A depressed earnings report may be priced in already. Since estimates have already been revised lower due to the automaker’s recent struggles, the stock may even rally on a minor beat. In the end it might not matter as Ford struggles with global headwinds.
Ford’s sales in China have been in free-fall [Reuters] since 2017. After a slight drop in 2017, sales plunged 37% in 2018 and 26% in Q3 2019 . Clearly, China has been the primary contributor to the overall revenue contraction.

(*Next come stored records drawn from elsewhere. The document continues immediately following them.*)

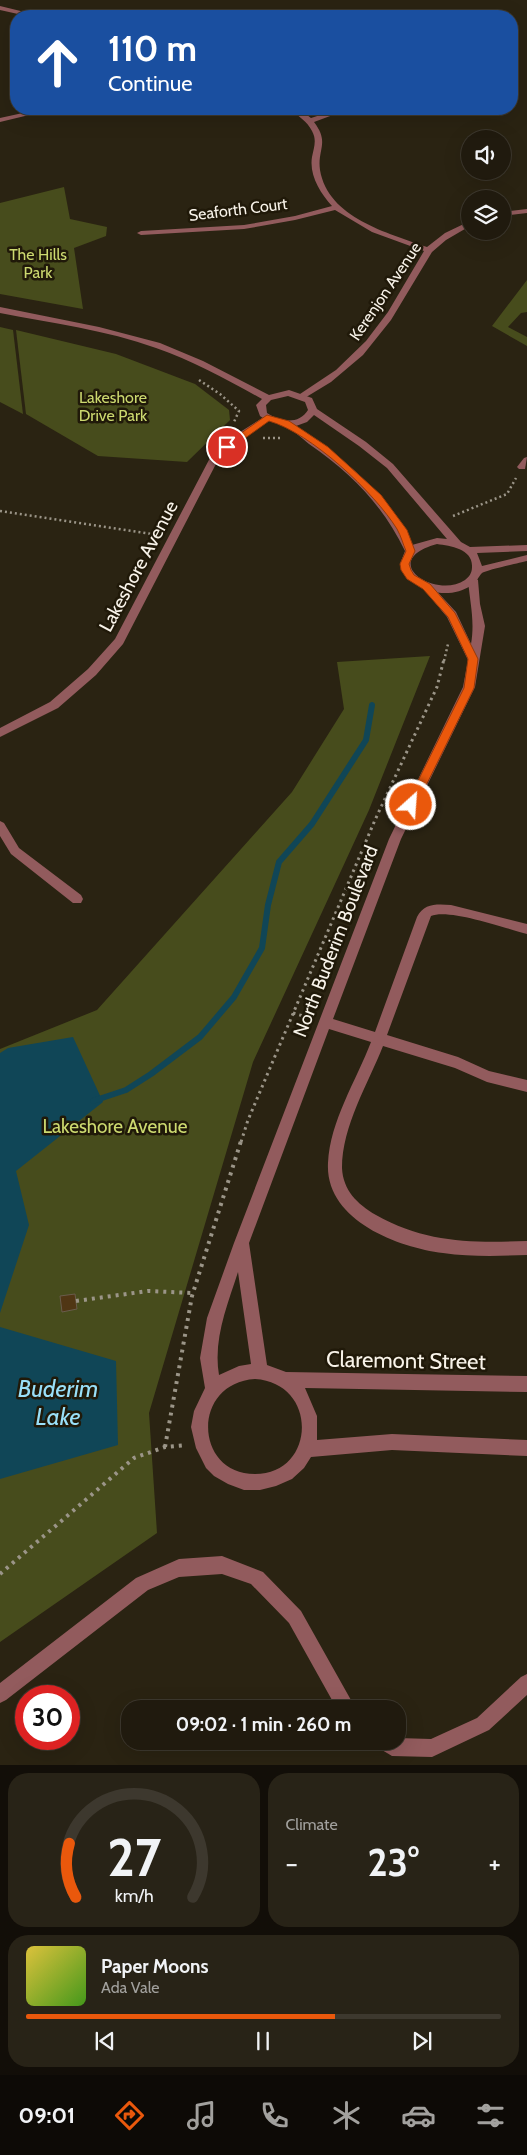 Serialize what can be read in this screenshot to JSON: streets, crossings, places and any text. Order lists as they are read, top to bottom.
{
  "streets": {
    "street": [
      "Seaforth Court",
      "Kerenjon Avenue",
      "Lakeshore Avenue",
      "North Buderim Boulevard",
      "Claremont Street"
    ]
  },
  "crossings": [
    ["Kerenjon Avenue", "Lakeshore Avenue"],
    ["North Buderim Boulevard", "Claremont Street"]
  ],
  "water": ["Buderim Lake"],
  "parks": ["The Hills Park", "Lakeshore Drive Park", "Lakeshore Avenue"],
  "page": {
    "turn": ["110 m", "Continue"],
    "limit": "30",
    "trip": "09:02 · 1 min · 260 m",
    "tile": "Climate",
    "heat": ["−", "23°", "+"],
    "song": ["Paper Moons", "Ada Vale"],
    "tabs": "09:01",
    "gauge": ["27", "km/h"]
  }
} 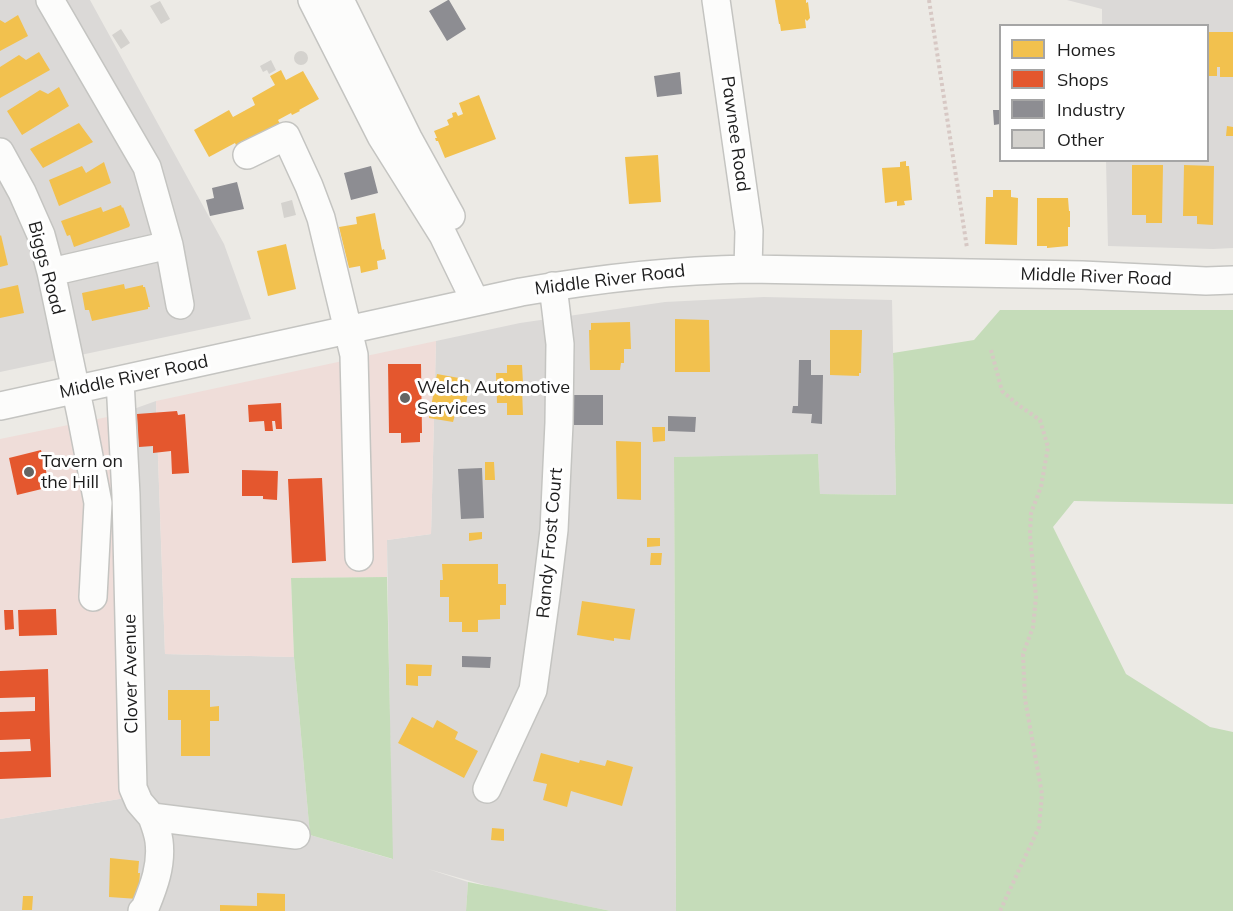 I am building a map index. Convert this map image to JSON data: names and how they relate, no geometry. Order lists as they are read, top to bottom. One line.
{"streets":{"street":["Pawnee Road","Biggs Road","Middle River Road","Randy Frost Court","Clover Avenue"]},"crossings":[["Pawnee Road","Middle River Road"],["Biggs Road","Middle River Road"],["Middle River Road","Randy Frost Court"],["Middle River Road","Clover Avenue"]],"places":["Welch Automotive Services","Tavern on the Hill"],"legend":["Homes","Shops","Industry","Other"]}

In December, the company claimed that losses in China had fallen 50% in 2019 compared with the previous year [The Motley Fool]. The automaker further claimed that it expected another 50% drop in China in 2020.
Ford said that the figure doesn’t represent formal guidance, and the coronavirus outbreak has ensured it will miss out on that target.

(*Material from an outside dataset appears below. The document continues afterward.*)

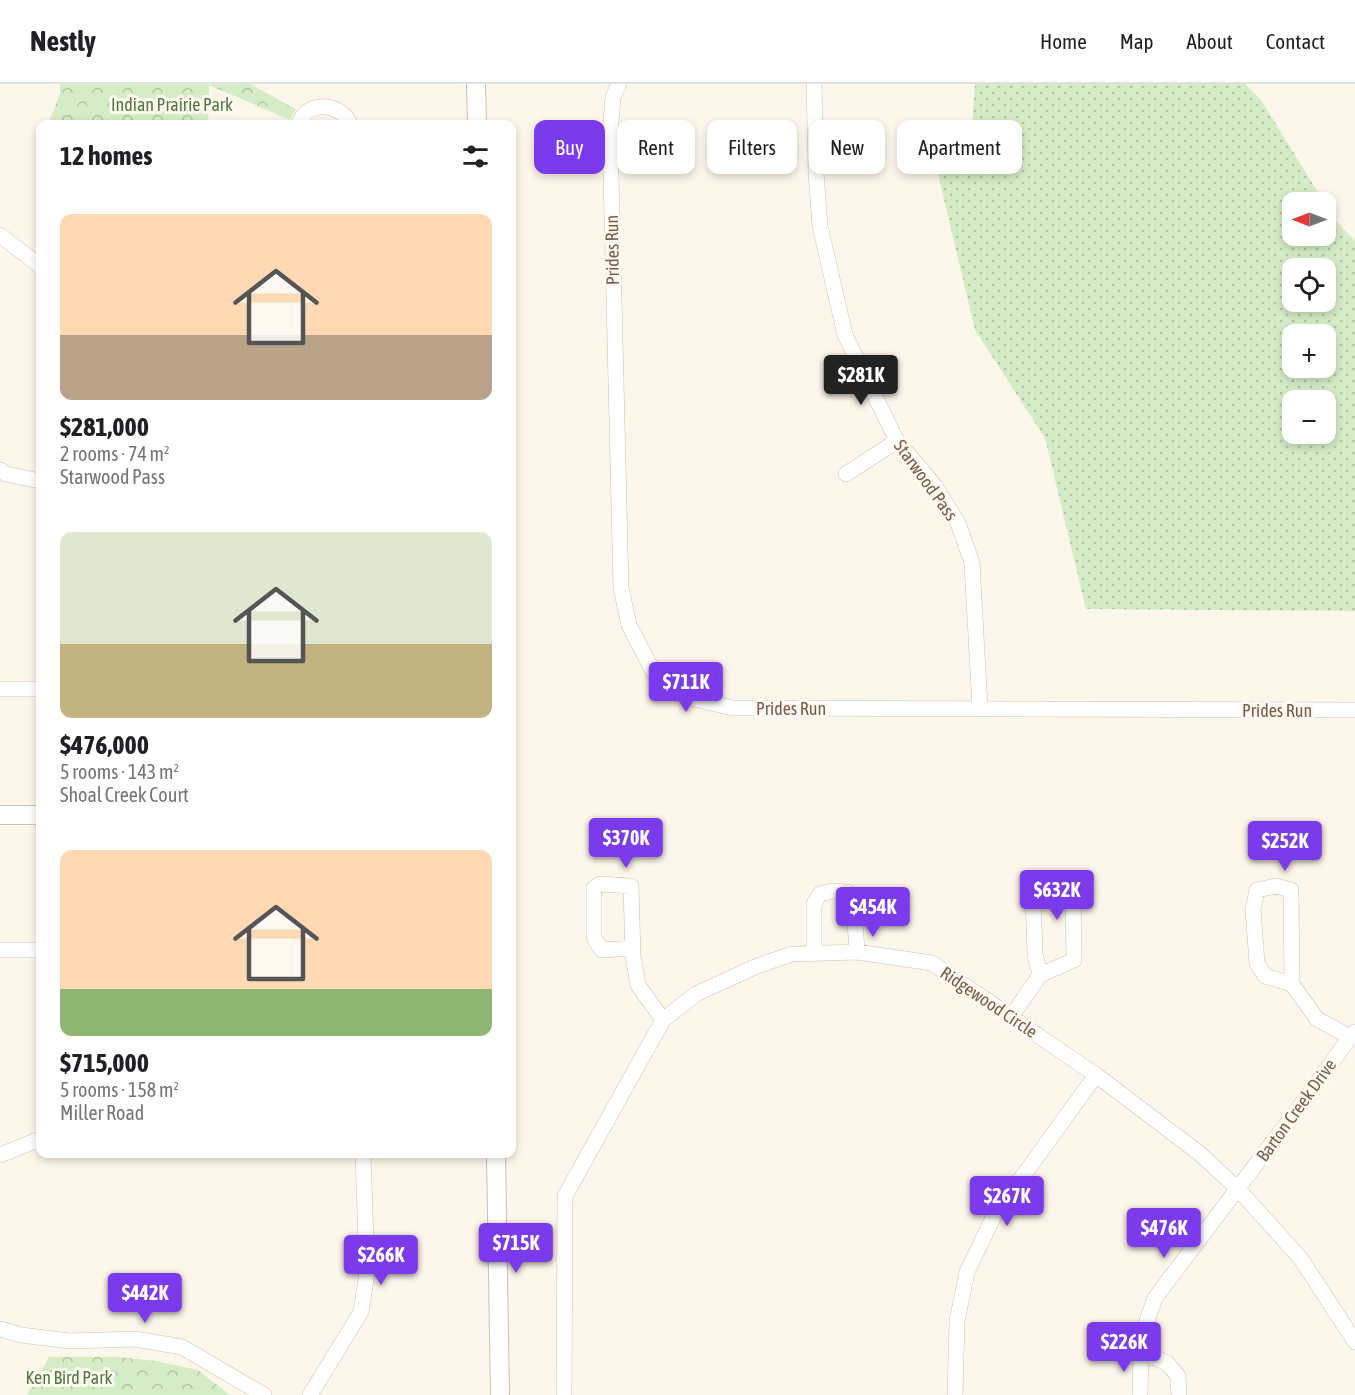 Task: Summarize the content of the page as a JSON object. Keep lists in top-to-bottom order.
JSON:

All major makers have already been struggling [The Wall Street Journal] to deal with the coronavirus’ effects in China, and Ford is no exception. Most carmakers have had to ask employees to stay home and restrict travel.
The damage from coronavirus will not manifest itself in Q4, but it’s highly likely that Ford will have to cut its top and bottom-line guidance in China on Tuesday’s conference call.
The outbreak is still spreading like wildfire and has the Chinese government panicking. With tens of millions of people quarantined and no vaccination expected shortly, the automobile market will take a massive hit in China, which is terrible news for Ford.
Europe is Ford’s third-largest market, and it has been feeling the effects of a broader auto industry slowdown. The company sold just 1.3 million cars in its 20 traditional European markets, recording a unit sales decline of 1.4% compared to 2018 [Biz Journals].
Worse, the company’s European business hasn’t been making money as buyers haven’t warmed up to the American manufacturer. Consequently, Ford has been forced to rely on job cuts [New York Times] to return to profitability, which is never a good sign.
Ford’s F-150 pickup trucks are its bread and butter. But the company has failed to successfully diversify its fleet and make headway in other significant markets.
Prospects in China look catastrophic due to the coronavirus outbreak. The long-term headwinds have rendered the Q4 earnings report useless as Ford is doomed irrespective of what happens tomorrow.